You’re welcome Mark Parris!
The Area shadow is the most precise of the Light Object options, if reality is targeted—they allow for sharp contact shadows and soft distance shadows. But you buy this quality with render-time.
The soft-shadows create a map or database (some call it texture, but that is misleading IMHO) and that becomes applied to the scene. In the image that I have attached, I illustrate the way I understand the process. The small spheres are the samples. The map as well the “Sample-Radius” as well the Bias, need to be set precisely to get the best out of it (Attribute Manager>Shadow Tab). If the samples are too far from each other, the result will be less appealing. IF the blue sphere is animated, you can easily imagine how difficult it might be to get a nice shadow out of the “structure” of the small spheres calculated/interpolated.

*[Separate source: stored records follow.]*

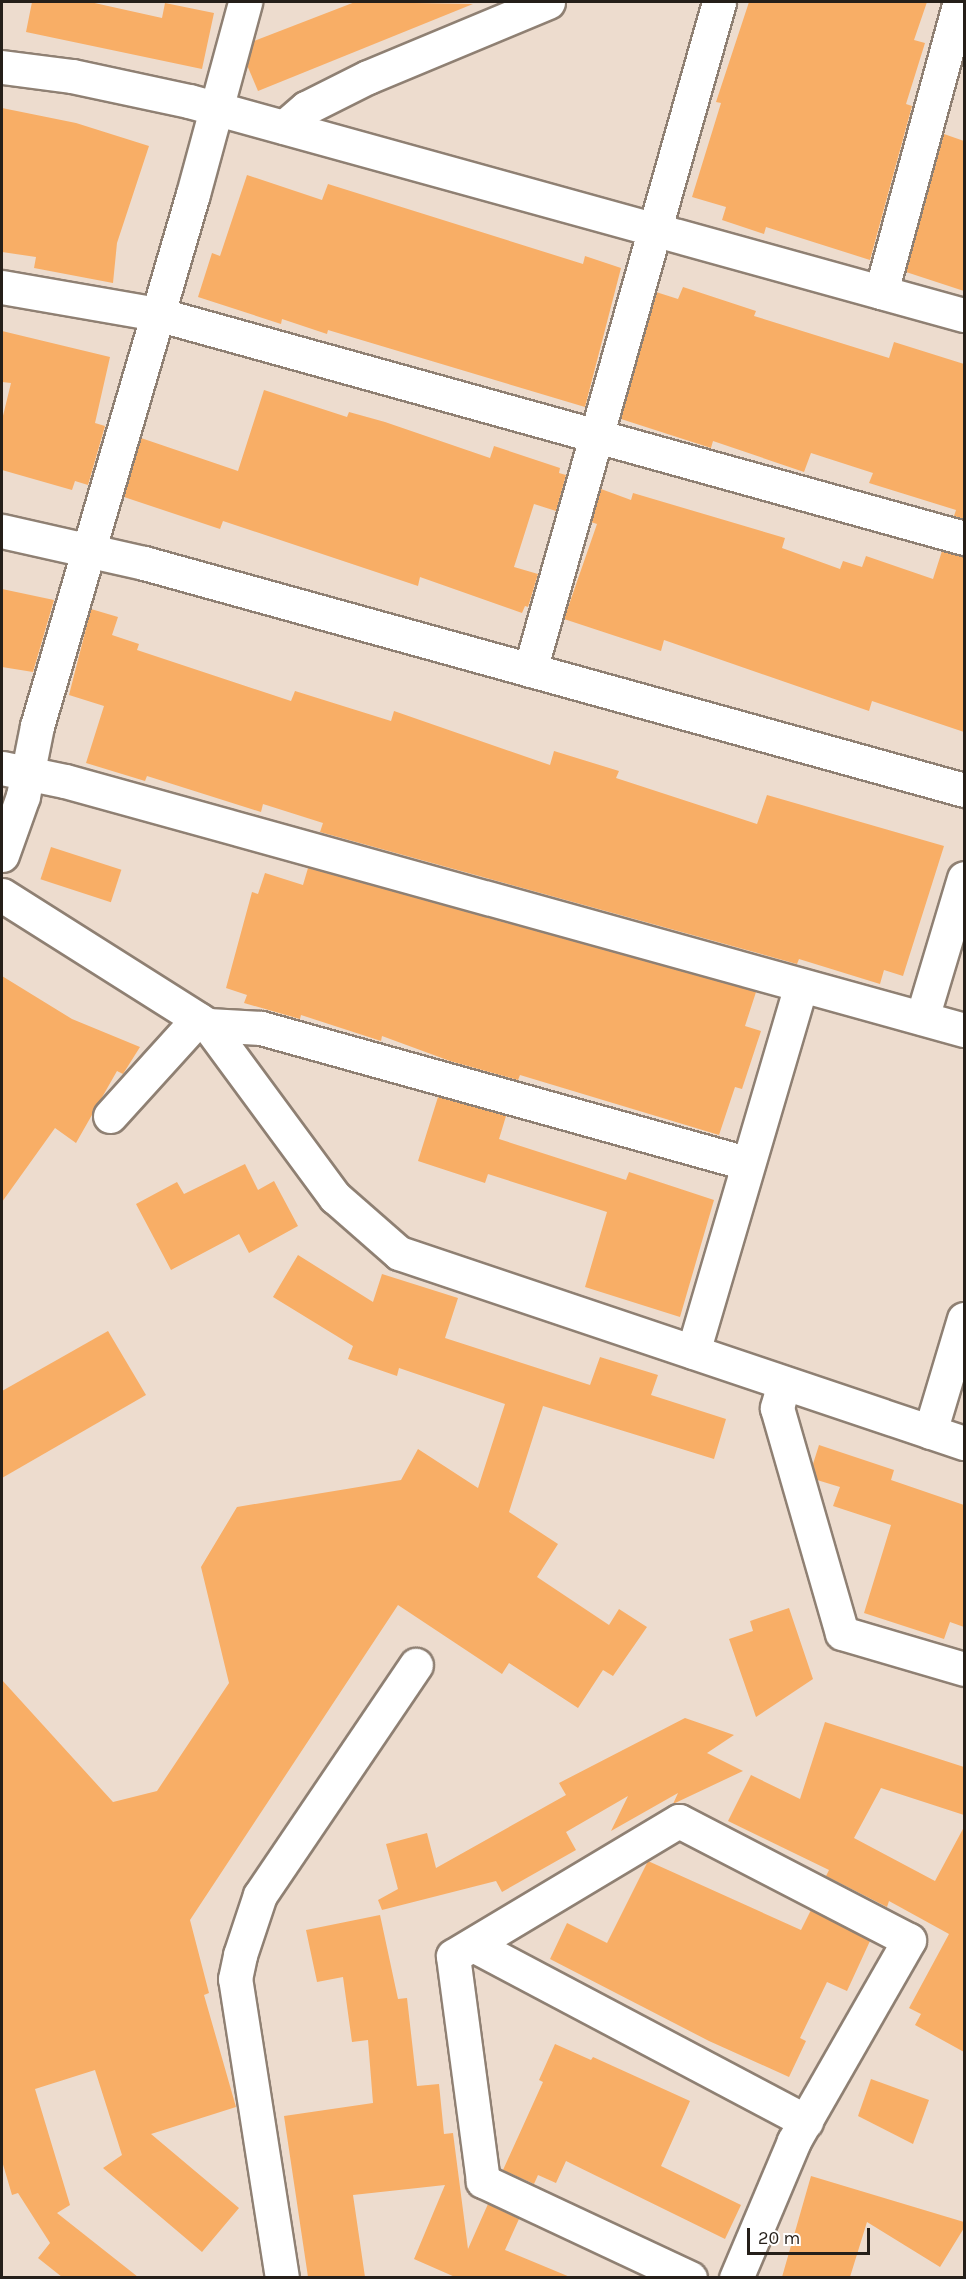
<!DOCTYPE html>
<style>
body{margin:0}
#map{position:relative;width:966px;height:2279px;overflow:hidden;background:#eddcce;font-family:Karla,sans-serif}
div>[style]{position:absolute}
.building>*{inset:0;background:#f8ae66;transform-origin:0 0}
.roads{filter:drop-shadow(2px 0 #8f8073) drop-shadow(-2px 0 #8f8073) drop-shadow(0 2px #8f8073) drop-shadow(0 -2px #8f8073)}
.minor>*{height:33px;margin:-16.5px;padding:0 16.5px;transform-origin:16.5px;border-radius:16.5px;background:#fff}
span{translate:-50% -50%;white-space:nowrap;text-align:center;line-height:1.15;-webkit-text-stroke:5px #fff;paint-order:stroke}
.frame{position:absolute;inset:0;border:3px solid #251f19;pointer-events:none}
.scale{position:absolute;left:747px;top:2228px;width:123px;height:27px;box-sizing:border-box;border:3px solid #251f19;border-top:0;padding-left:8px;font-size:18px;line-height:21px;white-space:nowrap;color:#251f19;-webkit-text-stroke:4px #fff;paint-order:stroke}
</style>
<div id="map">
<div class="building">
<i style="clip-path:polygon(32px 2px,90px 2px,162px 18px,165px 3px,214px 13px,202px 69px,26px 32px)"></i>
<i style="clip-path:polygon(355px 2px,473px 4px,258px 91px,247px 65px,254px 41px)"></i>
<i style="clip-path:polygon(749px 2px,927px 2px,914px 40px,925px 43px,906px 104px,912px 106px,870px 260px,766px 227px,764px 234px,722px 220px,726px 207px,692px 197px,721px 103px,716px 102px)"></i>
<i style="clip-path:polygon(2px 108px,76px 123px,149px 146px,117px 243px,113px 283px,34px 268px,36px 257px,2px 252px)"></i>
<i style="clip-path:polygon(944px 134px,964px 141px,964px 291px,906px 272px)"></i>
<i style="clip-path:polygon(247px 175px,322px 200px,328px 184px,583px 264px,585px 256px,621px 268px,585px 407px,328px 330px,327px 334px,282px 319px,281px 324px,198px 297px,212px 253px,220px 256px)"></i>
<i style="clip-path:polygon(683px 287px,756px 311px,754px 316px,889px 358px,894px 342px,964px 364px,964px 519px,954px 516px,956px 510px,869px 483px,873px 473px,811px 453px,804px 472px,713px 441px,711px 448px,621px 419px,656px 292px,678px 299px)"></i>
<i style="clip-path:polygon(2px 331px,110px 357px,95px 423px,105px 426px,88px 485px,75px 481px,72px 490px,2px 470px,2px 420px,11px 383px,2px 382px)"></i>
<i style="clip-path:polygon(264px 390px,347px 417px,349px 412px,385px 422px,490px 458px,494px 446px,560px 468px,559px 473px,566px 475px,556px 511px,534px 504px,514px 567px,538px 574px,528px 607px,525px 606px,522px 613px,420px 577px,418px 586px,223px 521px,220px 529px,124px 497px,141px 438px,238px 471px)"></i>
<i style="clip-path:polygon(601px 489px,631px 500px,633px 493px,785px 538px,782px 548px,840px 569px,843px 561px,862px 567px,866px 556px,933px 579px,942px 551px,964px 556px,964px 732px,872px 701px,869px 711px,664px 640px,661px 651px,564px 619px,597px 524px,591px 522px)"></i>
<i style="clip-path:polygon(2px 589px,54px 600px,33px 672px,2px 667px)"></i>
<i style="clip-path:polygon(91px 609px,118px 617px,112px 635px,139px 644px,137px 650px,291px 701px,295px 691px,391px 721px,394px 711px,550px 765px,554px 751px,619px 771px,616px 778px,757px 824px,767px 795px,944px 846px,903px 976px,884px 970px,880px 984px,799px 959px,797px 964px,320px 832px,323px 823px,263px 804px,261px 812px,147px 776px,145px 781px,86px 763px,104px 706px,69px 695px)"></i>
<i style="left:51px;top:847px;width:74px;height:34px;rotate:18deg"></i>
<i style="clip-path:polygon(308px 868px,756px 992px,745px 1026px,761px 1031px,742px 1089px,735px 1087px,719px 1135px,520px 1075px,518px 1080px,450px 1061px,382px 1036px,381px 1041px,301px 1015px,300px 1019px,244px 1003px,247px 995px,226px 988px,252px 892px,258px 894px,265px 873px,303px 885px)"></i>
<i style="clip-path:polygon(2px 976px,72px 1019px,140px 1047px,123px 1074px,117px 1071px,76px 1143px,55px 1128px,2px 1202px)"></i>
<i style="clip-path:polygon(438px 1097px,506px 1116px,499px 1139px,626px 1180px,629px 1172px,714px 1200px,680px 1317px,585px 1287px,607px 1212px,488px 1174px,485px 1183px,418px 1161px)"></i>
<i style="clip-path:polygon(245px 1164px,258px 1190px,274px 1181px,298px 1226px,249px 1253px,239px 1234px,171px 1270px,136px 1204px,177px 1182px,184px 1194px)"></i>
<i style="clip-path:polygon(298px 1255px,373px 1302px,382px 1274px,458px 1298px,445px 1338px,590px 1385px,600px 1357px,658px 1375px,651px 1395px,726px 1419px,714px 1459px,543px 1406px,509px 1512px,558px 1544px,537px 1577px,609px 1625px,619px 1609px,647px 1627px,613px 1676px,603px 1670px,578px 1708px,509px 1663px,502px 1674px,398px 1605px,190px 1920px,209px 1993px,204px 1995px,236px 2107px,151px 2134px,239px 2208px,202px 2252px,103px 2168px,122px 2155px,95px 2070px,35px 2089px,70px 2205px,57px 2213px,138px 2277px,62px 2277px,38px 2258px,50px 2243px,18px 2193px,12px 2195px,2px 2161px,2px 1680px,113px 1802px,157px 1791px,229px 1683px,201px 1567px,237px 1507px,401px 1480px,418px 1449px,478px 1488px,505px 1404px,399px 1368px,397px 1376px,348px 1359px,353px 1346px,273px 1297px)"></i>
<i style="clip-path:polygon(108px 1331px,146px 1395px,2px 1478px,2px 1391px)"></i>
<i style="clip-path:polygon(819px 1445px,894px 1470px,891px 1480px,964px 1505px,964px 1627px,950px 1622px,944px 1639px,864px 1613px,891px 1525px,833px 1506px,840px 1487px,817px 1480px,813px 1464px)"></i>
<i style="clip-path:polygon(789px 1608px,813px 1679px,756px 1717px,729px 1639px,753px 1631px,750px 1621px)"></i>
<i style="clip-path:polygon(685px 1718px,734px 1735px,707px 1753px,743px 1771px,673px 1804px,678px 1793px,611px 1831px,628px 1796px,566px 1832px,576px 1850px,502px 1892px,496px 1881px,382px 1910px,378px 1900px,398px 1889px,386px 1844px,427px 1833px,436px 1868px,566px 1795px,559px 1783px)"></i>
<i style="clip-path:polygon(825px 1722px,964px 1767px,964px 1815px,881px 1788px,854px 1838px,935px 1881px,964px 1827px,964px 2052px,915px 2025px,921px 2014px,909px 2008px,949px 1934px,889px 1901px,887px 1907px,826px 1876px,829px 1870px,728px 1821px,751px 1775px,800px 1799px)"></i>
<i style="clip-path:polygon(648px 1861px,801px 1930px,811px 1910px,870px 1941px,847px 1991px,827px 1982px,800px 2038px,806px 2041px,789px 2077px,709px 2041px,550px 1959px,567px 1923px,607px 1943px)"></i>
<i style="clip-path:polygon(380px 1915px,398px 1999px,407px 1998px,417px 2086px,439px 2084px,444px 2134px,453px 2133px,468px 2249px,488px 2204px,519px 2219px,505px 2250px,570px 2277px,455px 2277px,414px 2259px,445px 2185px,353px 2195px,365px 2277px,308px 2277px,284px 2116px,373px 2103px,368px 2040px,352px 2042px,343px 1977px,317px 1982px,306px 1930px)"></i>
<i style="clip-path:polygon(555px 2044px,591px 2060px,593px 2057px,690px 2101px,661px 2166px,741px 2205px,725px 2239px,566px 2161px,556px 2183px,538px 2175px,534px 2184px,503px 2170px,543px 2082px,539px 2080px)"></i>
<i style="clip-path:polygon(871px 2079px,929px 2100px,913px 2144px,858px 2116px)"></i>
<i style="clip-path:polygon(811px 2176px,964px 2222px,964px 2228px,940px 2267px,867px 2222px,850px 2277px,782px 2277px)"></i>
</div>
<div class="roads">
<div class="minor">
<i style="left:2px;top:67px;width:71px;rotate:7.3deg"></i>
<i style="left:72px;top:76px;width:120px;rotate:12.1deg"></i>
<i style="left:189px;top:101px;width:804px;rotate:15.44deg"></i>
<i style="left:284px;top:127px;width:29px;rotate:-41deg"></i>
<i style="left:306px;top:108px;width:69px;rotate:-26.6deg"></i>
<i style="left:368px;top:77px;width:195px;rotate:-22.6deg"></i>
<i style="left:2px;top:287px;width:157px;rotate:9.9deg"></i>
<i style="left:157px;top:314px;width:838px;rotate:15.51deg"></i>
<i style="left:881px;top:292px;width:301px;rotate:-74.8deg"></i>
<i style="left:2px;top:531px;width:146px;rotate:12.7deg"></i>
<i style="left:144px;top:563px;width:851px;rotate:15.47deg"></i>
<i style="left:530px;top:670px;width:694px;rotate:-74.2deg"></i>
<i style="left:2px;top:768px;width:64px;rotate:11.7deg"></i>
<i style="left:65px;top:781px;width:933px;rotate:15.48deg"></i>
<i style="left:2px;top:855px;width:63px;rotate:-70.4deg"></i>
<i style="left:23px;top:796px;width:71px;rotate:-78.7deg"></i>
<i style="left:37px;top:726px;width:554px;rotate:-73.66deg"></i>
<i style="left:193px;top:194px;width:199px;rotate:-74.8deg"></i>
<i style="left:2px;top:895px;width:244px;rotate:32.3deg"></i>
<i style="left:208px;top:1025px;width:214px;rotate:53.6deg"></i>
<i style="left:335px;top:1197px;width:85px;rotate:41.2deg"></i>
<i style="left:399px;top:1253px;width:596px;rotate:18.59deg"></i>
<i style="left:922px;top:1018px;width:146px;rotate:-73.3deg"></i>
<i style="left:208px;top:1025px;width:53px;rotate:3.2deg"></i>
<i style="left:261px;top:1028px;width:503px;rotate:15.55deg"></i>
<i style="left:110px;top:1116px;width:131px;rotate:-47.8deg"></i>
<i style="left:693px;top:1352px;width:382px;rotate:-73.6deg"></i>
<i style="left:784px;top:1383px;width:26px;rotate:106deg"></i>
<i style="left:777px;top:1408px;width:234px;rotate:73.9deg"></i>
<i style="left:842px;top:1633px;width:127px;rotate:16.4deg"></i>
<i style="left:930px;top:1432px;width:118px;rotate:-73.3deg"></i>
<i style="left:473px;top:1945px;width:377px;rotate:27.9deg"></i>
<i style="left:282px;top:2278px;width:303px;rotate:-98.9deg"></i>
<i style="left:235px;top:1979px;width:25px;rotate:-78deg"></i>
<i style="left:240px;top:1955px;width:63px;rotate:-71.6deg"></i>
<i style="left:260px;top:1895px;width:278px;rotate:-55.9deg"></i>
<i style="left:690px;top:2278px;width:229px;rotate:-154.9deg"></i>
<i style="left:483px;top:2181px;width:227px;rotate:-97.6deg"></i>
<i style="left:453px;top:1956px;width:263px;rotate:-30.9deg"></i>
<i style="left:679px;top:1821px;width:259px;rotate:27.4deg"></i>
<i style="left:909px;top:1940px;width:232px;rotate:119.8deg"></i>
<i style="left:794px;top:2141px;width:149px;rotate:112.9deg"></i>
</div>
</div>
<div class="frame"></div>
<div class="scale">20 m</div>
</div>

If these get too high, it might work even slower. BUT: if the scene is static (at least where the light goes), and only the camera moves, the shadow map has to be calculated only once (Render-Settings>Options), and then the real advantages starts.
They are not bad, but with everything…, the more you know about the advantage and the shortcomings, the more successful is the possible use. (roughly said ;o)
BTW, I know that was only an example scene, but if “Soft-shadows”—then try to use a Spot, to get the samples as much where you need them. An Omni-light has 90ºsquare to calculate, six times, and if the map is only 250x250 the shadows are not as good as a perfect spot could deliver.